# left handed banjo



## jeepin270 (Mar 30, 2014)

I was wondering if anyone made one with hand strap on lefthand side. I would prefer the homax, could I simply take strap off of the right hand side and fasten it then plug the holes with apoxy?


----------



## Corey The Taper (Mar 18, 2014)

I have the homax and I was wondering the same thing. im used to taping counter clockwise with my knife in my right hand. Im sure you can switch it but then youll have 4 screws you need to patch. I was thinking just buying the strap and screw it to the other side so youll just have a strap on both


----------



## Corey The Taper (Mar 18, 2014)

I just looked at it all it is, is 2 peices of plastic that holds a strap.
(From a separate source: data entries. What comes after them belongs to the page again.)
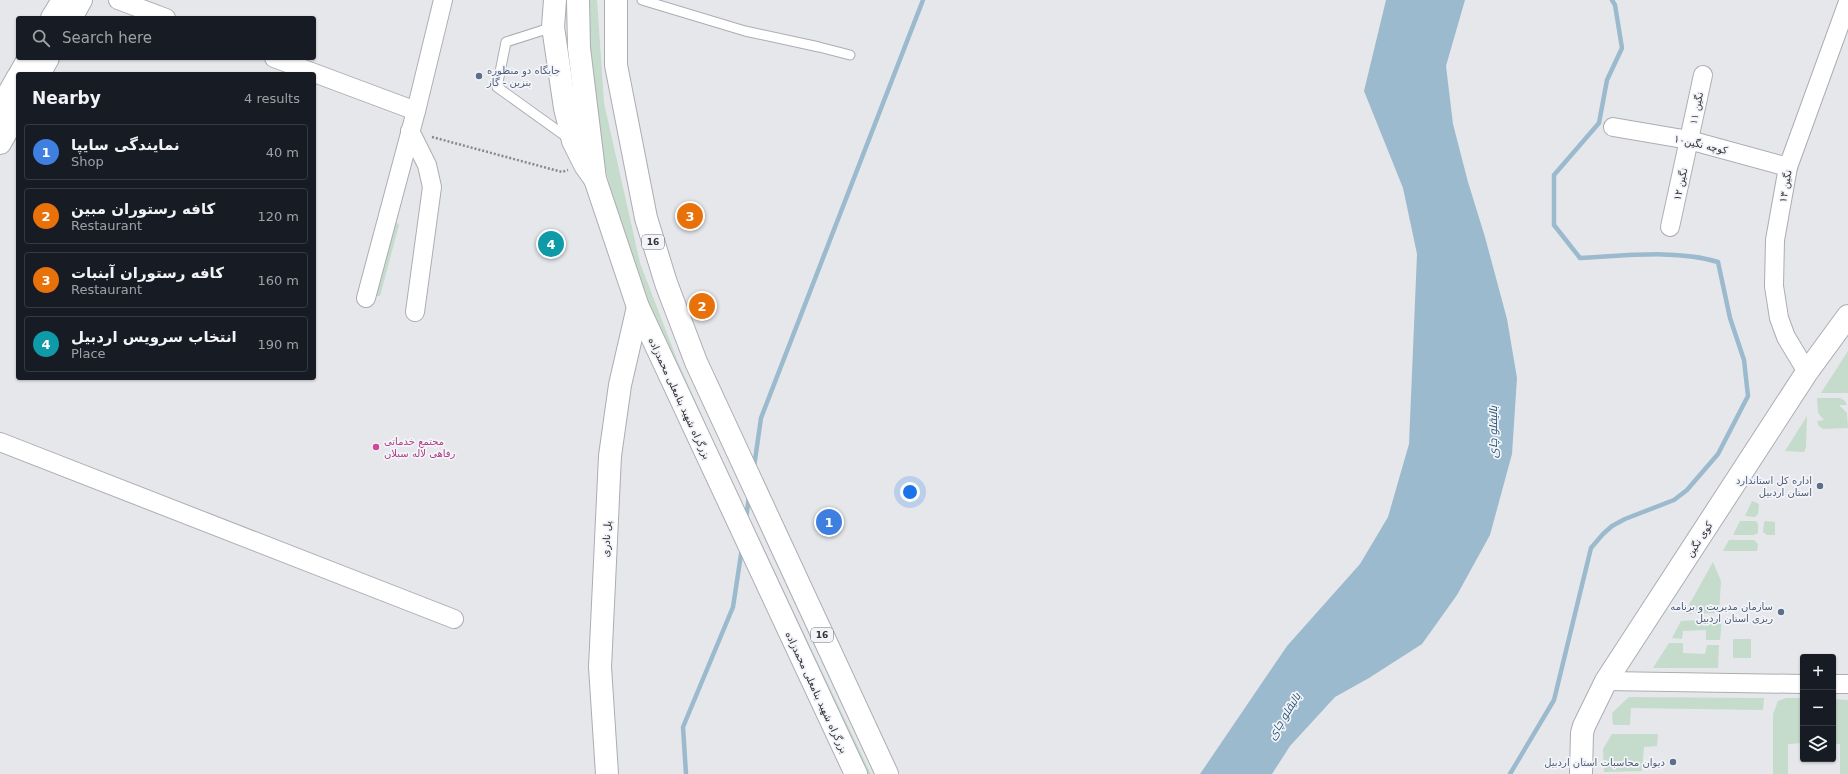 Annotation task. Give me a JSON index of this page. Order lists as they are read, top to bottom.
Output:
{
  "streets": {
    "main road": [
      "16",
      "بزرگراه شهید بنامعلی محمدزاده",
      "پل نادری",
      "کوی نگین"
    ],
    "street": [
      "نگین ۱۱",
      "کوچه نگین۱۰",
      "نگین ۱۲",
      "نگین ۱۳"
    ]
  },
  "crossings": [
    ["نگین ۱۱", "کوچه نگین۱۰"],
    ["نگین ۱۱", "نگین ۱۲"],
    ["کوچه نگین۱۰", "نگین ۱۲"],
    ["کوچه نگین۱۰", "نگین ۱۳"],
    ["نگین ۱۳", "کوی نگین"],
    ["بزرگراه شهید بنامعلی محمدزاده", "پل نادری"]
  ],
  "water": ["بالیقلو چای"],
  "places": [
    "جایگاه دو منظوره بنزین - گاز",
    "مجتمع خدماتی رفاهی لاله سبلان",
    "اداره کل استاندارد استان اردبیل",
    "سازمان مدیریت و برنامه ریزی استان اردبیل",
    "دیوان محاسبات استان اردبیل"
  ],
  "page": {
    "search": "Search here",
    "heading": ["Nearby", "4 results"],
    "list": [
      {
        "mark": "1",
        "name": "نمایندگی سایپا",
        "note": "Shop",
        "value": "40 m"
      },
      {
        "mark": "2",
        "name": "کافه رستوران مبین",
        "note": "Restaurant",
        "value": "120 m"
      },
      {
        "mark": "3",
        "name": "کافه رستوران آبنبات",
        "note": "Restaurant",
        "value": "160 m"
      },
      {
        "mark": "4",
        "name": "انتخاب سرویس اردبیل",
        "note": "Place",
        "value": "190 m"
      }
    ],
    "pins": [
      "3",
      "4",
      "2",
      "1"
    ],
    "map_buttons": ["+", "−"]
  }
} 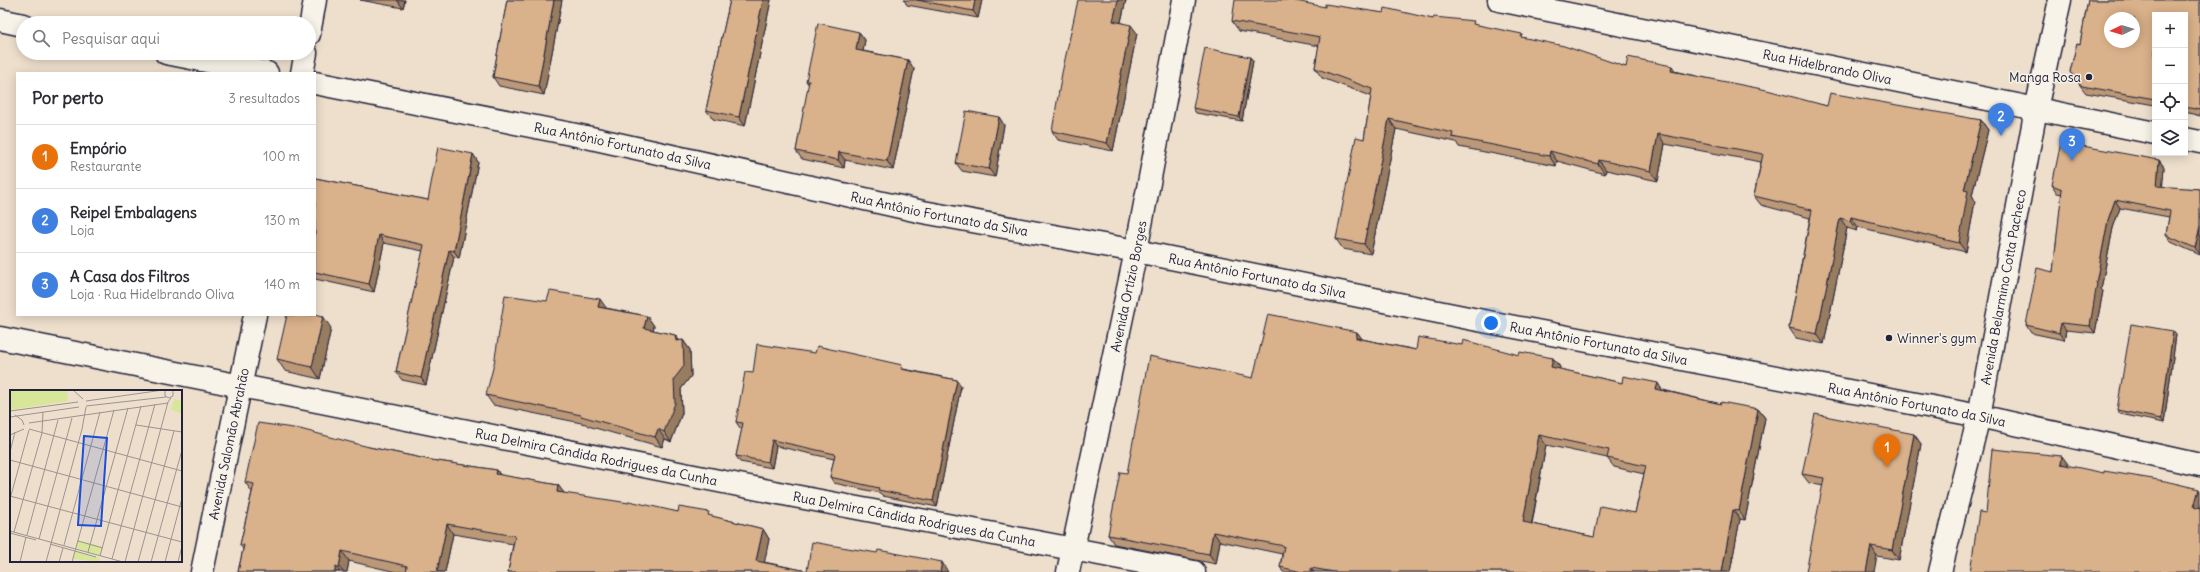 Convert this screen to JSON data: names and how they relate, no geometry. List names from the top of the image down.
{
  "streets": {
    "street": [
      "Rua Hidelbrando Oliva",
      "Rua Antônio Fortunato da Silva",
      "Avenida Ortízio Borges",
      "Avenida Belarmino Cotta Pacheco",
      "Avenida Salomão Abrahão",
      "Rua Delmira Cândida Rodrigues da Cunha"
    ]
  },
  "crossings": [
    ["Rua Hidelbrando Oliva", "Avenida Belarmino Cotta Pacheco"],
    ["Rua Antônio Fortunato da Silva", "Avenida Ortízio Borges"],
    ["Rua Antônio Fortunato da Silva", "Avenida Belarmino Cotta Pacheco"],
    ["Avenida Ortízio Borges", "Rua Delmira Cândida Rodrigues da Cunha"],
    ["Avenida Salomão Abrahão", "Rua Delmira Cândida Rodrigues da Cunha"]
  ],
  "places": ["Manga Rosa", "Winner's gym"],
  "north": "left",
  "page": {
    "map_buttons": ["+", "−"],
    "search": "Pesquisar aqui",
    "heading": ["Por perto", "3 resultados"],
    "pins": ["2", "3", "1"],
    "list": [
      {
        "mark": "1",
        "name": "Empório",
        "note": "Restaurante",
        "value": "100 m"
      },
      {
        "mark": "2",
        "name": "Reipel Embalagens",
        "note": "Loja",
        "value": "130 m"
      },
      {
        "mark": "3",
        "name": "A Casa dos Filtros",
        "note": "Loja · Rua Hidelbrando Oliva",
        "value": "140 m"
      }
    ]
  }
}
Im sure 2 small strips of wood and a backpack strap would work


----------



## chris (Apr 13, 2011)

I do believe Kraft makes one


----------



## keke (Mar 7, 2012)

chris said:


> I do believe Kraft makes one


and Marshalltown makes too
http://www.all-wall.com/Categories/Banjos/Marshalltown-Tapeshooter-Banjo-Lefty.html

btw how is bazooka ? 
did you give it a try?


----------



## chris (Apr 13, 2011)

Been too busy to try yet. Hired a guy that runs a Columbia :thumbsup: Hes pretty darn good.


----------



## BowieMarshalltown (Jul 18, 2013)

We sure do. Part number 799D.


----------